Арчибальд Кронин - Звезды смотрят вниз
У него, разумеется, была своя гордость, естественная гордость просвещённого либерала. Он помнил, что он человек с положением, с состоянием; что он владелец «Нептуна», владелец копей, которые разрабатываются их родом уж сто лет. Он искренно гордился своими предками, начиная от Питера Барраса, который в 1805 году впервые углубил шахту № 1 на «Снуке» (в нынешнем «Старом Нептуне») и оставил своему сыну Вильяму отлично налаженное небольшое предприятие. Вильям в свою очередь провёл шахты № 2 и № 3. Отец Ричарда, Питер Вильям, предпринял бурение шахты № 4, — это было дальновидное и разумное начинание, из которого его сын теперь извлекал огромную пользу. Ричард испытывал глубокое удовлетворение, думая о том, что эти предусмотрительные, трезво мыслящие люди создали своему роду имя и состояние. Гордился и тем, что унаследовал и развил в себе качества предков, гордился своей собственной дальновидностью и здравомыслием, своим умением выгодно заключать сделки.
В общественной жизни он не проявлял откровенного честолюбия. Когда при нём заходил разговор о каком-нибудь видном лице в их графстве, Баррас обыкновенно спрашивал спокойно: «а какой у него капитал?», с кроткой насмешкой констатируя, что сосед располагает самыми ничтожными средствами. Таким образом, Баррас, принимая с удовольствием дань уважения со стороны своего банкира и своего адвоката, не был снобом, — он презирал такую мелочность. На Гарриэт Уондлес, принадлежавшей к одной из знатных фамилий графства, он женился не ради её высокого происхождения, а просто потому, что хотел сделать её своей женой.
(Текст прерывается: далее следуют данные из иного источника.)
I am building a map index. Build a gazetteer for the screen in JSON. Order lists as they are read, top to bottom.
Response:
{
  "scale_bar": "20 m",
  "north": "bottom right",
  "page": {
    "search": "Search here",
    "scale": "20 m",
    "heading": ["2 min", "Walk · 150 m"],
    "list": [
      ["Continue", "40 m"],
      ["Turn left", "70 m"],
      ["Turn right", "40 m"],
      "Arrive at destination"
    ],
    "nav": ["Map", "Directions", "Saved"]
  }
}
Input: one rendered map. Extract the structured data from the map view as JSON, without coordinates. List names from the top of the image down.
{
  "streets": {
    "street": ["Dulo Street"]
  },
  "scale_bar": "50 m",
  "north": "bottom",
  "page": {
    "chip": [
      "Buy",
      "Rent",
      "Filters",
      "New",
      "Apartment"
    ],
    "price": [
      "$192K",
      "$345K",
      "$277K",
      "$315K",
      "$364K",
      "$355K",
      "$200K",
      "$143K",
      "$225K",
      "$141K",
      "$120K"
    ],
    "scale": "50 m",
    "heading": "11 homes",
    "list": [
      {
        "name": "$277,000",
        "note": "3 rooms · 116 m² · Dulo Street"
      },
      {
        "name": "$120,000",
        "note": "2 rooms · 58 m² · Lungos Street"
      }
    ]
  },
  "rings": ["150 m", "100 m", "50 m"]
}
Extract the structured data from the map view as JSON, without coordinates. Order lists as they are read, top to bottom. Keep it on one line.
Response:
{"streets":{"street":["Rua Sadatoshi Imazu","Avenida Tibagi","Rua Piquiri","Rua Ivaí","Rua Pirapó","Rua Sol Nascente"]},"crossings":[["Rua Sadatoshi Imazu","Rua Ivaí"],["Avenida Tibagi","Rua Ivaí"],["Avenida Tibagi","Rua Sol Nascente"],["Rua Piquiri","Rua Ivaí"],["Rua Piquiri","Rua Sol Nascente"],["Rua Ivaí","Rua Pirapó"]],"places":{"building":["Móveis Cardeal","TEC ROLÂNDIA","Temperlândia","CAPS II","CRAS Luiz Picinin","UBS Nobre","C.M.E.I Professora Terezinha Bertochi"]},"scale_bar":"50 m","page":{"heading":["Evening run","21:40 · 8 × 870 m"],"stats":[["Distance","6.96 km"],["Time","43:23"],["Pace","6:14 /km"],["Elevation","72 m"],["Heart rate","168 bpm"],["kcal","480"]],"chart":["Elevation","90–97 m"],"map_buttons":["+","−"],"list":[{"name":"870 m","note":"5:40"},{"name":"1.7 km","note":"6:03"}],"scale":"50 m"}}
Это наводит на мысль о чувственной страсти. Но Баррас не производил впечатления человека чувственного. Он был подавляюще-сильной личностью; но то была сила уравновешенная, холодная как лёд. Ему не были свойственны стремительность, неистовые страсти, порывы пламенного чувства. То, что ему было чуждо, он отвергал; тем, что не было чуждо, он завладевал. Показания Гарриэт, которой он обладал в тиши её спальни, конечно, дали бы ключ к разгадке этого человека. Но Гарриэт наутро после этих регулярных ночных идиллий просто с аппетитом съедала обильный завтрак, наслаждаясь им с спокойным удовлетворением хорошо выдоенной коровы. Это было своеобразным биологическим свидетельством, откровенным в той мере, в какой позволяла скромность Гарриэт, имевшим одновременно и положительный и отрицательный смысл. Если бы исследовать содержимое желудка Гарриэт, то там несомненно нашли бы жвачку.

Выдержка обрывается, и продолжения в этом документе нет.